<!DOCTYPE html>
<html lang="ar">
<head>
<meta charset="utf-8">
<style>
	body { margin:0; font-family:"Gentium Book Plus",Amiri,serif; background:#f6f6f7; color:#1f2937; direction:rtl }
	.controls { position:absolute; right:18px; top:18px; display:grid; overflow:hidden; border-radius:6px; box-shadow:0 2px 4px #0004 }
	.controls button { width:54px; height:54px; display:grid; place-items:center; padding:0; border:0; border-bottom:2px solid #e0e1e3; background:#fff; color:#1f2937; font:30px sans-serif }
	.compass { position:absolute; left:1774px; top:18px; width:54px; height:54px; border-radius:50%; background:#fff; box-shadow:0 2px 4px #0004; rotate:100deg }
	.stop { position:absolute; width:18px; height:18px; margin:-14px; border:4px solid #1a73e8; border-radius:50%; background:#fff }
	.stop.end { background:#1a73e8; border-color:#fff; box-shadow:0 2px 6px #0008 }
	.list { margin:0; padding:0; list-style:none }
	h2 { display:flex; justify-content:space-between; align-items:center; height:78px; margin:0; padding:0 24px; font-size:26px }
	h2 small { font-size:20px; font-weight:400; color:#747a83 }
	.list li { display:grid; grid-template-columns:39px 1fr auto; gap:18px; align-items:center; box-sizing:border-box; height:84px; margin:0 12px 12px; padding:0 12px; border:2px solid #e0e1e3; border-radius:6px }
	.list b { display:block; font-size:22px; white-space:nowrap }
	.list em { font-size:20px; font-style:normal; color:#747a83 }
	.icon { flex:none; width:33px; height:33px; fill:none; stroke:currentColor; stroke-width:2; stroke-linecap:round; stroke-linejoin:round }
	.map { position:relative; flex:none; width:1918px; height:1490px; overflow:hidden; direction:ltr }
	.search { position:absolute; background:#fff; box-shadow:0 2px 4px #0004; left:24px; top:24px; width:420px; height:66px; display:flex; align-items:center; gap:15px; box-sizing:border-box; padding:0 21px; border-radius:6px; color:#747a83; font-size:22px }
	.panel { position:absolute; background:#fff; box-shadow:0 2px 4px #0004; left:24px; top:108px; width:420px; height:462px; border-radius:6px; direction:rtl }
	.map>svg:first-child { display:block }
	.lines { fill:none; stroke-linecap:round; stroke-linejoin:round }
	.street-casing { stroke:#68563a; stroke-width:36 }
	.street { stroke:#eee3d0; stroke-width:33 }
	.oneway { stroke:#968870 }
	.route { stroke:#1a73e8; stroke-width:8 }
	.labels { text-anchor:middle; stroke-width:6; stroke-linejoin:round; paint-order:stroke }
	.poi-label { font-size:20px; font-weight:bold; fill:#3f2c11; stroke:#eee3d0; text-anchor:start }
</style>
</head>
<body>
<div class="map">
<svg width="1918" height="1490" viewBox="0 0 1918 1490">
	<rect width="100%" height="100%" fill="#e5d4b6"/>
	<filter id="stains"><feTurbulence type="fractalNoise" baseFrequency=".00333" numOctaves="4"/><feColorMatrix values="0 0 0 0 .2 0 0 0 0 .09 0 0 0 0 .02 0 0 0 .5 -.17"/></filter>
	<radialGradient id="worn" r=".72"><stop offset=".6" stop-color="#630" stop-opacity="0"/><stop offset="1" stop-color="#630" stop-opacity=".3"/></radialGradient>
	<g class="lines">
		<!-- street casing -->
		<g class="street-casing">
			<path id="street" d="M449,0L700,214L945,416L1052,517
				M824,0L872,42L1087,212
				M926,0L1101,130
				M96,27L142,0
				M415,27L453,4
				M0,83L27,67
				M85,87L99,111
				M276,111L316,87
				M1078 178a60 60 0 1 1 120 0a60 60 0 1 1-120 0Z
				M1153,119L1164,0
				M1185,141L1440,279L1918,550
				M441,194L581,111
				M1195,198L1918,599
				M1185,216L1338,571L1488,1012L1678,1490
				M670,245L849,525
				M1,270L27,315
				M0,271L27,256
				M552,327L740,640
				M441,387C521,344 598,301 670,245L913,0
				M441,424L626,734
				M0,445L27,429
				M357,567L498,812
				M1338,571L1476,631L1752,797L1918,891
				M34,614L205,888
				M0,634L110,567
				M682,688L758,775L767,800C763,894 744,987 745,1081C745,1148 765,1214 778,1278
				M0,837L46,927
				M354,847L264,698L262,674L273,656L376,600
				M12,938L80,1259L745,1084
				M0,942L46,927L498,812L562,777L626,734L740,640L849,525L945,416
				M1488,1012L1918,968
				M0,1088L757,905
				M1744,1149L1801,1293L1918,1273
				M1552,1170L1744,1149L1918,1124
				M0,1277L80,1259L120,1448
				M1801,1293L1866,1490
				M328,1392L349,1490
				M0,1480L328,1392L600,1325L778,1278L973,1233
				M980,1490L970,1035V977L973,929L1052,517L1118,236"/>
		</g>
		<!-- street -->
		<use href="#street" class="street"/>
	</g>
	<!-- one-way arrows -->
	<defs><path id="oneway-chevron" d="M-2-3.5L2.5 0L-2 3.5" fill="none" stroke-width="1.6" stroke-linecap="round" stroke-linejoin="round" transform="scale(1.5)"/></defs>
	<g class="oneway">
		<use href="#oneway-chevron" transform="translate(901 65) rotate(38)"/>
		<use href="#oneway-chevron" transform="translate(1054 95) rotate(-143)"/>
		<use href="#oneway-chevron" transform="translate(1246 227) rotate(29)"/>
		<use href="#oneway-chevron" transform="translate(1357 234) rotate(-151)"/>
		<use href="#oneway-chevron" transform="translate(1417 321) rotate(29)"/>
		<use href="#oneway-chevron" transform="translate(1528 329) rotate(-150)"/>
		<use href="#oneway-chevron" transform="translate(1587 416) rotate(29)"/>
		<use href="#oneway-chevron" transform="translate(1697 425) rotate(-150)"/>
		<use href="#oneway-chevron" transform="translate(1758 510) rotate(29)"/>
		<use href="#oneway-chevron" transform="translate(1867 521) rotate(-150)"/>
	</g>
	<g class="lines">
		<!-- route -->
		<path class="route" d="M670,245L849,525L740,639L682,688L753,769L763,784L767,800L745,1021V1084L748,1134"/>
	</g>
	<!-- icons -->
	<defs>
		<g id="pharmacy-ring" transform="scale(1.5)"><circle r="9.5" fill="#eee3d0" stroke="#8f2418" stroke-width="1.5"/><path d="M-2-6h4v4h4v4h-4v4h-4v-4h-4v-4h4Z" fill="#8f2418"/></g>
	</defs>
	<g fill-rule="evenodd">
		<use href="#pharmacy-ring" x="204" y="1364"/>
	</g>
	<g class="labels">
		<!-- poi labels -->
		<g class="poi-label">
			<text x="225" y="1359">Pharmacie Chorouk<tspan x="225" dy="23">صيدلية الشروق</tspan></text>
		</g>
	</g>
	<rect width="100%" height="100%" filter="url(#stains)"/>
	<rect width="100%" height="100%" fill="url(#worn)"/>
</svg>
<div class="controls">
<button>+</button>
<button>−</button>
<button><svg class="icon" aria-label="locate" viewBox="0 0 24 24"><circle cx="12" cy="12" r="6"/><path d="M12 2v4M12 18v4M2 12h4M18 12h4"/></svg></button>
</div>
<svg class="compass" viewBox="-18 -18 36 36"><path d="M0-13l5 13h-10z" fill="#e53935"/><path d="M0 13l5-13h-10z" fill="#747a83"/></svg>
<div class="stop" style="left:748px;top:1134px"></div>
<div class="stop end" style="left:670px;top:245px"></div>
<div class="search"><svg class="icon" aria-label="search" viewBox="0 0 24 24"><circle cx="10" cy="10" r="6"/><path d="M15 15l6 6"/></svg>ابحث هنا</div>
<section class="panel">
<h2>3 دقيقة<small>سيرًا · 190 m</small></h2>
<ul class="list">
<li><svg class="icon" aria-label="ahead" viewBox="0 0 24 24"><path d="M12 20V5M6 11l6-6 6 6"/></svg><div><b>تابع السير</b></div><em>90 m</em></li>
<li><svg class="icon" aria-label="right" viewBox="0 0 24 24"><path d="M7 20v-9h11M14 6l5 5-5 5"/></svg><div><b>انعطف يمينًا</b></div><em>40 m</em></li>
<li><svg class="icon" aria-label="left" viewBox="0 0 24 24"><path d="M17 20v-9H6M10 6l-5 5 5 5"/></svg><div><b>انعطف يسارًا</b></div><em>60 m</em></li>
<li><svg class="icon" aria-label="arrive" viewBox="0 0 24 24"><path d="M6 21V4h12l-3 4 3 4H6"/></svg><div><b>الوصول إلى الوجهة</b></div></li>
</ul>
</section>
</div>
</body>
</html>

————————

What is required: Repeat, exactly as they stand above, the lines from the line with "M1,270L27,315" to the line with "M0,837L46,927", both lines included.

Result for this exercise:
				M1,270L27,315
				M0,271L27,256
				M552,327L740,640
				M441,387C521,344 598,301 670,245L913,0
				M441,424L626,734
				M0,445L27,429
				M357,567L498,812
				M1338,571L1476,631L1752,797L1918,891
				M34,614L205,888
				M0,634L110,567
				M682,688L758,775L767,800C763,894 744,987 745,1081C745,1148 765,1214 778,1278
				M0,837L46,927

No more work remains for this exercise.